Even though international word is out on how great the skiing is at NOZAWA ONSEN (野沢温泉), this village of four thousand people, nestled at the base of Kenashi-yama (1650m), 50km northeast of Nagano, maintains a traditional atmosphere. Dotted along the narrow, twisting streets, you’ll find thirteen free bathhouses, all lovingly tended by the locals. Most impressive is Ōyu bathhouse, housed in a temple-like wooden building in the centre of the village; each side has two pools, one of which is so hot that it’s almost impossible to get into.

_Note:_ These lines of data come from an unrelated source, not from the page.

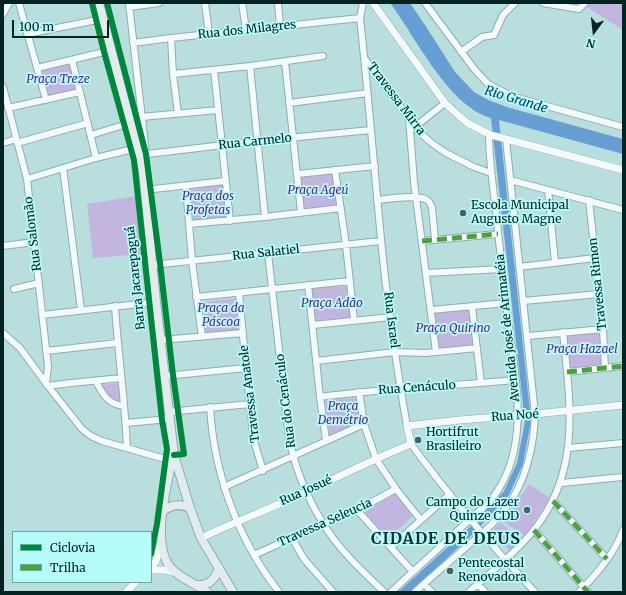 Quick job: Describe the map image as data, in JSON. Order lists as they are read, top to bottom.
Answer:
{
  "streets": {
    "street": [
      "Rua dos Milagres",
      "Travessa Mirra",
      "Rua Carmelo",
      "Rua Salomão",
      "Rua Salatiel",
      "Travessa Rimon",
      "Rua Israel",
      "Avenida José de Arimatéia",
      "Rua Cenáculo",
      "Travessa Anatole",
      "Rua do Cenáculo",
      "Rua Noé",
      "Rua Josué",
      "Travessa Seleucia"
    ],
    "cycle path": ["Barra Jacarepaguá"]
  },
  "crossings": [
    ["Rua dos Milagres", "Rua Israel"],
    ["Travessa Mirra", "Rua Israel"],
    ["Travessa Mirra", "Avenida José de Arimatéia"],
    ["Rua Carmelo", "Rua Salomão"],
    ["Rua Carmelo", "Rua Israel"],
    ["Rua Salatiel", "Rua Israel"],
    ["Rua Salatiel", "Rua do Cenáculo"],
    ["Rua Israel", "Avenida José de Arimatéia"],
    ["Rua Israel", "Rua Cenáculo"],
    ["Rua Israel", "Rua Noé"],
    ["Rua Israel", "Rua Josué"],
    ["Avenida José de Arimatéia", "Rua Cenáculo"],
    ["Avenida José de Arimatéia", "Rua Noé"],
    ["Rua do Cenáculo", "Rua Josué"],
    ["Rua do Cenáculo", "Travessa Seleucia"]
  ],
  "districts": ["CIDADE DE DEUS"],
  "water": ["Rio Grande"],
  "parks": [
    "Praça Treze",
    "Praça Ageú",
    "Praça dos Profetas",
    "Praça Adão",
    "Praça da Páscoa",
    "Praça Quirino",
    "Praça Hazael",
    "Praça Demétrio"
  ],
  "places": [
    "Escola Municipal Augusto Magne",
    "Hortifrut Brasileiro",
    "Campo do Lazer Quinze CDD",
    "Pentecostal Renovadora"
  ],
  "legend": ["Ciclovia", "Trilha"],
  "scale_bar": "100 m",
  "north": "bottom"
} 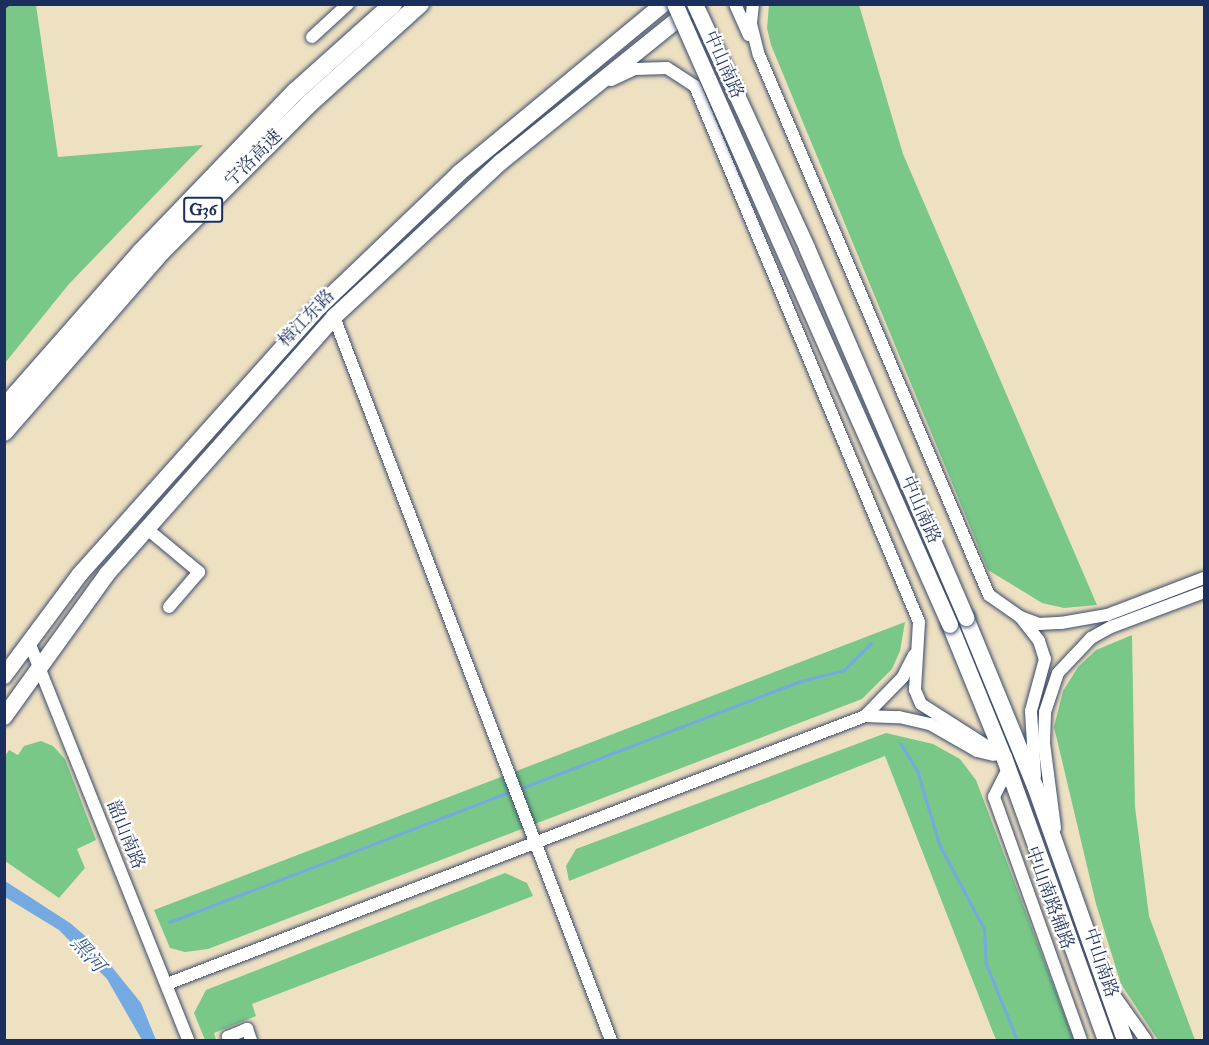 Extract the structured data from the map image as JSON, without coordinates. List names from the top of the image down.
{
  "streets": {
    "highway": ["宁洛高速", "G36"],
    "main road": ["中山南路", "樟江东路"],
    "street": ["韶山南路", "中山南路辅路"]
  },
  "crossings": [
    ["中山南路", "樟江东路"],
    ["中山南路", "中山南路辅路"],
    ["樟江东路", "韶山南路"]
  ],
  "water": ["黑河"]
} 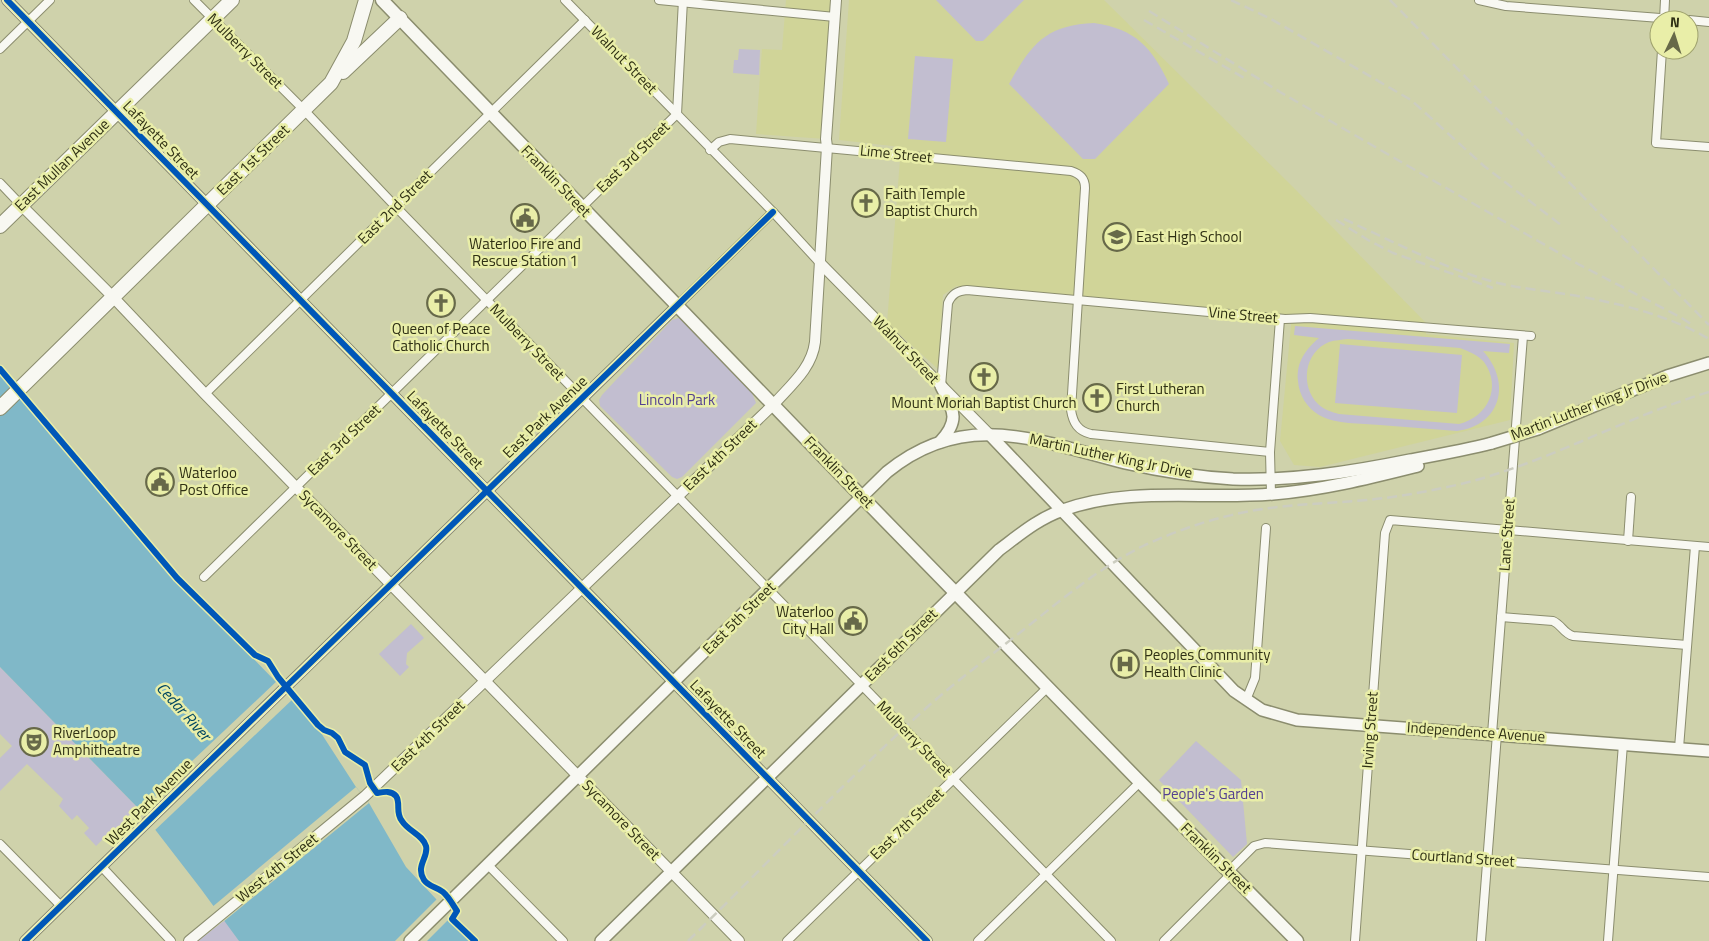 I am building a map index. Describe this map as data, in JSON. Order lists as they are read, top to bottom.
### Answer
{
  "streets": {
    "highway": ["East 1st Street", "East Mullan Avenue"],
    "main road": [
      "Walnut Street",
      "Franklin Street",
      "Martin Luther King Jr Drive",
      "East 5th Street",
      "East 6th Street",
      "Independence Avenue"
    ],
    "street": [
      "Mulberry Street",
      "Lafayette Street",
      "Lime Street",
      "East 3rd Street",
      "East 2nd Street",
      "Vine Street",
      "East Park Avenue",
      "East 4th Street",
      "Sycamore Street",
      "Lane Street",
      "Irving Street",
      "West Park Avenue",
      "East 7th Street",
      "Courtland Street",
      "West 4th Street"
    ]
  },
  "crossings": [
    ["Mulberry Street", "East 3rd Street"],
    ["Mulberry Street", "East 1st Street"],
    ["Mulberry Street", "East Mullan Avenue"],
    ["Mulberry Street", "East 2nd Street"],
    ["Mulberry Street", "East Park Avenue"],
    ["Mulberry Street", "East 4th Street"],
    ["Mulberry Street", "East 5th Street"],
    ["Mulberry Street", "East 6th Street"],
    ["Mulberry Street", "East 7th Street"],
    ["Walnut Street", "Lime Street"],
    ["Walnut Street", "East 3rd Street"],
    ["Walnut Street", "East 2nd Street"],
    ["Walnut Street", "Vine Street"],
    ["Walnut Street", "Martin Luther King Jr Drive"],
    ["Walnut Street", "East Park Avenue"],
    ["Walnut Street", "East 4th Street"],
    ["Walnut Street", "East 5th Street"],
    ["Walnut Street", "East 6th Street"],
    ["Walnut Street", "Independence Avenue"],
    ["Lafayette Street", "East 3rd Street"],
    ["Lafayette Street", "East 1st Street"],
    ["Lafayette Street", "East Mullan Avenue"],
    ["Lafayette Street", "East 2nd Street"],
    ["Lafayette Street", "East Park Avenue"],
    ["Lafayette Street", "East 4th Street"],
    ["Lafayette Street", "East 5th Street"],
    ["Lafayette Street", "East 6th Street"],
    ["Lafayette Street", "East 7th Street"],
    ["Lime Street", "Vine Street"],
    ["Lime Street", "East 4th Street"],
    ["East 3rd Street", "Franklin Street"],
    ["East 3rd Street", "Sycamore Street"],
    ["East 1st Street", "Sycamore Street"],
    ["East Mullan Avenue", "Sycamore Street"],
    ["Franklin Street", "East 2nd Street"],
    ["Franklin Street", "East Park Avenue"],
    ["Franklin Street", "East 4th Street"],
    ["Franklin Street", "East 5th Street"],
    ["Franklin Street", "East 6th Street"],
    ["Franklin Street", "East 7th Street"],
    ["Franklin Street", "Courtland Street"],
    ["East 2nd Street", "Sycamore Street"],
    ["Vine Street", "Lane Street"],
    ["Martin Luther King Jr Drive", "East 5th Street"],
    ["Martin Luther King Jr Drive", "East 6th Street"],
    ["East Park Avenue", "Sycamore Street"],
    ["East Park Avenue", "West Park Avenue"],
    ["East 4th Street", "Sycamore Street"],
    ["East 4th Street", "West 4th Street"],
    ["Sycamore Street", "East 5th Street"],
    ["Sycamore Street", "East 6th Street"],
    ["Lane Street", "Irving Street"],
    ["Lane Street", "Independence Avenue"],
    ["Lane Street", "Courtland Street"],
    ["Irving Street", "Independence Avenue"],
    ["Irving Street", "Courtland Street"]
  ],
  "water": ["Cedar River"],
  "parks": ["Lincoln Park", "People's Garden"],
  "places": {
    "church": [
      "Faith Temple Baptist Church",
      "Queen of Peace Catholic Church",
      "Mount Moriah Baptist Church",
      "First Lutheran Church"
    ],
    "public building": ["Waterloo Fire and Rescue Station 1", "Waterloo Post Office", "Waterloo City Hall"],
    "school or university": ["East High School"],
    "hospital": ["Peoples Community Health Clinic"],
    "theatre": ["RiverLoop Amphitheatre"]
  },
  "north": "top"
}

Nozawa claims to be the birthplace of Japanese skiing since it was here, in 1930, that Hannes Schneider – an Austrian who popularized the two-pole technique – gave skiing demonstrations to an awestruck audience. One of the resort’s most difficult runs is named after Schneider, and photos of the man in action, impeccably dressed in suit and tie, can be seen in the Japan Museum of Skiing (daily except Tues 9am–4pm; ¥300), housed in a white, church-like building at the bottom of the Hikage slope.
The ski resort (whttp://www.nozawaski.com; open late Nov to early May) is family friendly, has lots of English signs and varied terrain that will put all levels through their paces. Time your visit to coincide with the spectacular Dōso-jin fire festival, held every January 15.